**WHAT NEEDS TO BE DONE**
Read the records beneath this task and copy every line that contains the string "list".

[Saved entries]
● ● ● ● ●
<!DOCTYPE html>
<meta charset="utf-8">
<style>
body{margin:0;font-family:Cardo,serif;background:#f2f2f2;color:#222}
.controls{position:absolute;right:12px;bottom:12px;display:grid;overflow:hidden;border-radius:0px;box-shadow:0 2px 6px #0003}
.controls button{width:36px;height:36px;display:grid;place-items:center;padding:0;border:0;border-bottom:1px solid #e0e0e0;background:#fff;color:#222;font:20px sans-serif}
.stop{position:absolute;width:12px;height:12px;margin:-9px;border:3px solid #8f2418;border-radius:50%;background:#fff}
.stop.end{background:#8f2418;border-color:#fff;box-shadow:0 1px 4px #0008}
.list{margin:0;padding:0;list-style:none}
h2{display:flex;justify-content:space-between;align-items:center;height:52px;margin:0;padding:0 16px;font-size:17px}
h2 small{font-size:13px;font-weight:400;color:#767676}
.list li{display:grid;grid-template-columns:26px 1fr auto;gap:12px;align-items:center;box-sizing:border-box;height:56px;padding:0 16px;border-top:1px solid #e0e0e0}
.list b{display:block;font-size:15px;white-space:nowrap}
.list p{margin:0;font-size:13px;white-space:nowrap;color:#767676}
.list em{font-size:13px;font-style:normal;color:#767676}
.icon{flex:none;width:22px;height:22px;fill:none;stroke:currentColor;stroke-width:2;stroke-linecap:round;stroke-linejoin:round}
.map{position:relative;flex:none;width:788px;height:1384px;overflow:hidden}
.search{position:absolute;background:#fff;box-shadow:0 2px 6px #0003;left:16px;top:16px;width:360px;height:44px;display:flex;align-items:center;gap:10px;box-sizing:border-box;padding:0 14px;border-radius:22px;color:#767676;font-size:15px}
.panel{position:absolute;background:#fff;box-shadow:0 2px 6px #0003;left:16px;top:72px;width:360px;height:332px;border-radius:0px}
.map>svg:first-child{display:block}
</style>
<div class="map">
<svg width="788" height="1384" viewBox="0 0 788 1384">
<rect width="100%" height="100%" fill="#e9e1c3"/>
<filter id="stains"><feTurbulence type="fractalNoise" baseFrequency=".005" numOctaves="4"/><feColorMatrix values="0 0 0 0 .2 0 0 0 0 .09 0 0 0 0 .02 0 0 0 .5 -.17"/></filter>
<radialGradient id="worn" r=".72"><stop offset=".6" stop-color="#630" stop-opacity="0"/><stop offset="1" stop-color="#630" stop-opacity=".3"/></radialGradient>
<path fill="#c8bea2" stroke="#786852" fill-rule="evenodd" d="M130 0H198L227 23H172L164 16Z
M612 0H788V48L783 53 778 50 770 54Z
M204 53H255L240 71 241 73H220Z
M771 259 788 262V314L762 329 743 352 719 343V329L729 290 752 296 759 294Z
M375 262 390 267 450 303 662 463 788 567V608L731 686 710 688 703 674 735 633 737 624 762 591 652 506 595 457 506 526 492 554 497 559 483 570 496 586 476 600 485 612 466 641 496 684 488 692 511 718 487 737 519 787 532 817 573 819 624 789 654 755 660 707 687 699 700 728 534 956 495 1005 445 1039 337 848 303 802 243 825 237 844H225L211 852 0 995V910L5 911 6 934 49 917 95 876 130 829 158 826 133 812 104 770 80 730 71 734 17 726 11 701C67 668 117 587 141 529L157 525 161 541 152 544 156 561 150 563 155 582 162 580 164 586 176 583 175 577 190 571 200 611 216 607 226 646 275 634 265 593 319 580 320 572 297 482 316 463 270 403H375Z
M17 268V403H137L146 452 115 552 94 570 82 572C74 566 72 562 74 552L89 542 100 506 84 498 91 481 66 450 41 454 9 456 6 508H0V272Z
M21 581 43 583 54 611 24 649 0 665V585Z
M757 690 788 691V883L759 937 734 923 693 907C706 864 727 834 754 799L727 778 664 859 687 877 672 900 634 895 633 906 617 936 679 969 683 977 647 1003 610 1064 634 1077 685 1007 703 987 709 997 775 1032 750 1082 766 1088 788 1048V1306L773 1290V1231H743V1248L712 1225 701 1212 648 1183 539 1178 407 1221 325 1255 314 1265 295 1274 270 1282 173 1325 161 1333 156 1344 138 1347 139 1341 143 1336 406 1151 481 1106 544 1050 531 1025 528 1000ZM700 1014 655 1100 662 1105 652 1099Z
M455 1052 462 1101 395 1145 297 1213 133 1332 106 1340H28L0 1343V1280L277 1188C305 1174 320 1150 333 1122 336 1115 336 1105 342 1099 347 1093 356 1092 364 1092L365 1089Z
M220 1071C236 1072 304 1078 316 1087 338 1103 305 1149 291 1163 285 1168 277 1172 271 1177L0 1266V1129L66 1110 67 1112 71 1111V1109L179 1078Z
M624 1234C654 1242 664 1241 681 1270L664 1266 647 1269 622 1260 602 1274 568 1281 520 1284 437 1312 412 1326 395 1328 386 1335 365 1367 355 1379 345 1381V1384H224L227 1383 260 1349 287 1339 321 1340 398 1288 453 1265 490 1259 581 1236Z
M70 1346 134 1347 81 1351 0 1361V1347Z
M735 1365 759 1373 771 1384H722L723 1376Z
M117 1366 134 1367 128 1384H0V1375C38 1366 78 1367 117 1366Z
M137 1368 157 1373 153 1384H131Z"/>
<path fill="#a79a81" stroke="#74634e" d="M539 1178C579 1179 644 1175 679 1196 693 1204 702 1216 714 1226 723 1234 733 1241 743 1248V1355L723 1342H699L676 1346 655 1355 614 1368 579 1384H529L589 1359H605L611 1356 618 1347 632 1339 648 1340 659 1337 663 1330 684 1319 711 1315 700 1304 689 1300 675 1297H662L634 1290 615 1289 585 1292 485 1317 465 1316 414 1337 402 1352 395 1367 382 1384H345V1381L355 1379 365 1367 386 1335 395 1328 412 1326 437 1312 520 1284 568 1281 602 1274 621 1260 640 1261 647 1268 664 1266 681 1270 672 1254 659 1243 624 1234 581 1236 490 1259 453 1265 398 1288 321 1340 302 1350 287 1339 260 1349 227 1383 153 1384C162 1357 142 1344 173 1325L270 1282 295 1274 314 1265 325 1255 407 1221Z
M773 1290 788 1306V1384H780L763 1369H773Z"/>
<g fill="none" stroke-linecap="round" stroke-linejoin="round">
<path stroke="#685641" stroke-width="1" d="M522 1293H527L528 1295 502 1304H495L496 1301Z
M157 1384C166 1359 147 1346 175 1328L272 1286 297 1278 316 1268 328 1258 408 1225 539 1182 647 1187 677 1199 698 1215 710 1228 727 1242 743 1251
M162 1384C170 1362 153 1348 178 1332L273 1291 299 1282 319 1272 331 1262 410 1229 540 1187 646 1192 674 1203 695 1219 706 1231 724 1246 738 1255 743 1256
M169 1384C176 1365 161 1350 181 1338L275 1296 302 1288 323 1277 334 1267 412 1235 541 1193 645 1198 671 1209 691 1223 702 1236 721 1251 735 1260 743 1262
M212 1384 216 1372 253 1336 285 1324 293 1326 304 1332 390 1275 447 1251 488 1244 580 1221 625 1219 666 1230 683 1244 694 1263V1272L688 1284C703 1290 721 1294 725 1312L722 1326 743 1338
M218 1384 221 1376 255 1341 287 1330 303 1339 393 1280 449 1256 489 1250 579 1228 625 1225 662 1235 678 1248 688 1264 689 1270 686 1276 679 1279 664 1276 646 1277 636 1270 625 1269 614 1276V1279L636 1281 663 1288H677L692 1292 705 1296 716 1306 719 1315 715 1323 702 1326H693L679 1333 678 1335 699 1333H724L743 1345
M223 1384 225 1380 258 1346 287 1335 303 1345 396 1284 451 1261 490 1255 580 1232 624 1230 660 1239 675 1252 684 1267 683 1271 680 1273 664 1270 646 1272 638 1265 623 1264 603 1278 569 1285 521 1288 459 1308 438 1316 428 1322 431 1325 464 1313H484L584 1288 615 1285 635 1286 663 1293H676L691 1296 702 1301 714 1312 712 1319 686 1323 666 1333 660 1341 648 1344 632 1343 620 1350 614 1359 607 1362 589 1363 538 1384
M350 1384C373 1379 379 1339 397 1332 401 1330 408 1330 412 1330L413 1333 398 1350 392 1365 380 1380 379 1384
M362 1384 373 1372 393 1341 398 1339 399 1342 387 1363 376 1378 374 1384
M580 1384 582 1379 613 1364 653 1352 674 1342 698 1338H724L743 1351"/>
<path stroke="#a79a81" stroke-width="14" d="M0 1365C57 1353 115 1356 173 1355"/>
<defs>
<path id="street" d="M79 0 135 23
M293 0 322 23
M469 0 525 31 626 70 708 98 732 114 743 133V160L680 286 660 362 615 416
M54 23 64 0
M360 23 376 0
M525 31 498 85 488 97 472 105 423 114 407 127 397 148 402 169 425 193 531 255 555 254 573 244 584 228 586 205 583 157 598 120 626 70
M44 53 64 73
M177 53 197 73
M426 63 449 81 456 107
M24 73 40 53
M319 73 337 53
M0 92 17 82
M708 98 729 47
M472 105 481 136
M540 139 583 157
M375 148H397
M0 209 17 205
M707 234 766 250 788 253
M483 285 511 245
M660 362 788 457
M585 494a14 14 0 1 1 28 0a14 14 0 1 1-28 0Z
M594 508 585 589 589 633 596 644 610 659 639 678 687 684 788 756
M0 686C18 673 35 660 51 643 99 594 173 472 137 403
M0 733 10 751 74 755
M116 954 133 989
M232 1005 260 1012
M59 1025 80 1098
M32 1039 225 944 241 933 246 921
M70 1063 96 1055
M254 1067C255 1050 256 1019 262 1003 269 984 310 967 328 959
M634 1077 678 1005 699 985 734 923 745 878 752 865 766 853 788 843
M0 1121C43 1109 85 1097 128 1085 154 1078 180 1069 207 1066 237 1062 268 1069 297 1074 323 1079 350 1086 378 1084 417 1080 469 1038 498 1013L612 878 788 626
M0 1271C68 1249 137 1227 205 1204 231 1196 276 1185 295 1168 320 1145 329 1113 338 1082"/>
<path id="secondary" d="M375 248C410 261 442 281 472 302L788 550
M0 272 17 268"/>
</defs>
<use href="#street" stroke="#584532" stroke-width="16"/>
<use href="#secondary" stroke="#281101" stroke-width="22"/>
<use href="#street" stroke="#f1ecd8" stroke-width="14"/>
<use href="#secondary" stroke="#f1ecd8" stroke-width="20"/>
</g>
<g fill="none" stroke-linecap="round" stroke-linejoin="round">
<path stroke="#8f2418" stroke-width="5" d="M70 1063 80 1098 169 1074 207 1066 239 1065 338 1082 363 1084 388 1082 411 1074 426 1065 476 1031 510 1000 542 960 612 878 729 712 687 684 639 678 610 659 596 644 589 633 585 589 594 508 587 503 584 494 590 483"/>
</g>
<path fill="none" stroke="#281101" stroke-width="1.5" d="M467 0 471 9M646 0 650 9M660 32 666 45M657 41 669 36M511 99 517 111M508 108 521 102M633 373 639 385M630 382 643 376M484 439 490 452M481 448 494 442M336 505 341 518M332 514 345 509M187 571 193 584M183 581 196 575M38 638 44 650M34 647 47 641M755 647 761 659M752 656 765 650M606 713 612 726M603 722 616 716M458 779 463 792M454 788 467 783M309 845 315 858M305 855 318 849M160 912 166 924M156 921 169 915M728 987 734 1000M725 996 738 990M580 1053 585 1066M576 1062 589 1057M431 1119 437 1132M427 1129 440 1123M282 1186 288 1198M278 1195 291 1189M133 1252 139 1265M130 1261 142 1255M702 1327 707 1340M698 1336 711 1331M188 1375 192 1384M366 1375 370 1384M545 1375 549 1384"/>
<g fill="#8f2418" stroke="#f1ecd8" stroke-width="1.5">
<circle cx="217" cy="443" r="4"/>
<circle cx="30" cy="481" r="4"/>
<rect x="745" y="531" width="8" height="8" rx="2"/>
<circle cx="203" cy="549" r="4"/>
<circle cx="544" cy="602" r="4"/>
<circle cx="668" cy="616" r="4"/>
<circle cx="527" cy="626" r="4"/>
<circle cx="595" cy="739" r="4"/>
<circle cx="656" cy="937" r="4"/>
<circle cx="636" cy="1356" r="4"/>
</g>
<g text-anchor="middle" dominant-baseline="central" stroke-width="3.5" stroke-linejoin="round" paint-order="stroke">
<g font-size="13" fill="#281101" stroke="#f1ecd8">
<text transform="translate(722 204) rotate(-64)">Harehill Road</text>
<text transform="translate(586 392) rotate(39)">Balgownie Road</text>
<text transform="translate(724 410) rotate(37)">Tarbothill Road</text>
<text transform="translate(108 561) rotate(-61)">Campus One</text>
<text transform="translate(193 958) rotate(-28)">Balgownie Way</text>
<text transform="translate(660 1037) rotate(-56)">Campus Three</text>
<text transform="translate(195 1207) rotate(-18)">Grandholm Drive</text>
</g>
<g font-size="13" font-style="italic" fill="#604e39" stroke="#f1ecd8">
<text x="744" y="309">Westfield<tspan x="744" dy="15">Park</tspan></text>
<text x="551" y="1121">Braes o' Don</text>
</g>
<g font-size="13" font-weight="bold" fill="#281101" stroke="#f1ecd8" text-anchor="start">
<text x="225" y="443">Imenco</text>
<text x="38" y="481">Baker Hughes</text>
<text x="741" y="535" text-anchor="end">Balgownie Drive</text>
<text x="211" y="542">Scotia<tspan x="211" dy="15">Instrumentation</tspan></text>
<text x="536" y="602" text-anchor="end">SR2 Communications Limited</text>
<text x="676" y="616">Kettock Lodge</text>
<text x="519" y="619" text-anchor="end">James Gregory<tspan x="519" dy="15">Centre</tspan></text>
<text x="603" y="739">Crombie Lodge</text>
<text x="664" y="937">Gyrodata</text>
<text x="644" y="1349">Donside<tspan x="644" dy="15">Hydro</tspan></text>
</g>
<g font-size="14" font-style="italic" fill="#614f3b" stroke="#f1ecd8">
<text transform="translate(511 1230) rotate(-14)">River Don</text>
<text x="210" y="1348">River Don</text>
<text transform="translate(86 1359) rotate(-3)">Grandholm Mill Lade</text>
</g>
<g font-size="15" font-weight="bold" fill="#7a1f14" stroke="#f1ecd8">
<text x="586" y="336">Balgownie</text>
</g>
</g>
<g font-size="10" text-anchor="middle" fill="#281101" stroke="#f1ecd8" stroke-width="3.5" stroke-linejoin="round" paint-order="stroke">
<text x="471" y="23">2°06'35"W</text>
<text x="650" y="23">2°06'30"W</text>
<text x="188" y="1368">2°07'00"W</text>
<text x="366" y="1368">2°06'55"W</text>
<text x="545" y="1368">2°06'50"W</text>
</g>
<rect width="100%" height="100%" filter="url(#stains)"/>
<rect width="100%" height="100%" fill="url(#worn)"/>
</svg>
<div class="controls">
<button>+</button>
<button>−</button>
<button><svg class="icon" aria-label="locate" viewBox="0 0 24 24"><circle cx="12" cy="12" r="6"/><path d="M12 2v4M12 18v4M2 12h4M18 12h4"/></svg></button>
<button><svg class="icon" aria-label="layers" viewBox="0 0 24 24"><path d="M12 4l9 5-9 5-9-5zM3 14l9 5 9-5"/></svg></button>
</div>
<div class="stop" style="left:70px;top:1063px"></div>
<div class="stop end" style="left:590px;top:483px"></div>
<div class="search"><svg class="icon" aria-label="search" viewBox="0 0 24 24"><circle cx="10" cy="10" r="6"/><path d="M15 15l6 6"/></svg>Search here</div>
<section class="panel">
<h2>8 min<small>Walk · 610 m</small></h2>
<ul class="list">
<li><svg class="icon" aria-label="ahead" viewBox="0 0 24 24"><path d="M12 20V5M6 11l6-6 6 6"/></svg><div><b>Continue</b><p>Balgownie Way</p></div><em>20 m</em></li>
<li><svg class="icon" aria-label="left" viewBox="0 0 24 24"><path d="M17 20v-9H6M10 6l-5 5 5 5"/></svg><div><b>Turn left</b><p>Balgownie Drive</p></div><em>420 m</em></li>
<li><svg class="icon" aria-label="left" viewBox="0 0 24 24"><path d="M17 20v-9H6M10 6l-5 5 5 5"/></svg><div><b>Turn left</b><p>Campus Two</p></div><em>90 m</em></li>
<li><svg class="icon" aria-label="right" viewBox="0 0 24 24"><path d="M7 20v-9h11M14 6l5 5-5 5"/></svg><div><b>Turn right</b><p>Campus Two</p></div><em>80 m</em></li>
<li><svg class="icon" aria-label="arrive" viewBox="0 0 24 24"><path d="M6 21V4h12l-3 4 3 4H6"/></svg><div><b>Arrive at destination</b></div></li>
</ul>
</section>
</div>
● ● ● ● ●
**RESPONSE BELOW**
.list{margin:0;padding:0;list-style:none}
.list li{display:grid;grid-template-columns:26px 1fr auto;gap:12px;align-items:center;box-sizing:border-box;height:56px;padding:0 16px;border-top:1px solid #e0e0e0}
.list b{display:block;font-size:15px;white-space:nowrap}
.list p{margin:0;font-size:13px;white-space:nowrap;color:#767676}
.list em{font-size:13px;font-style:normal;color:#767676}
<ul class="list">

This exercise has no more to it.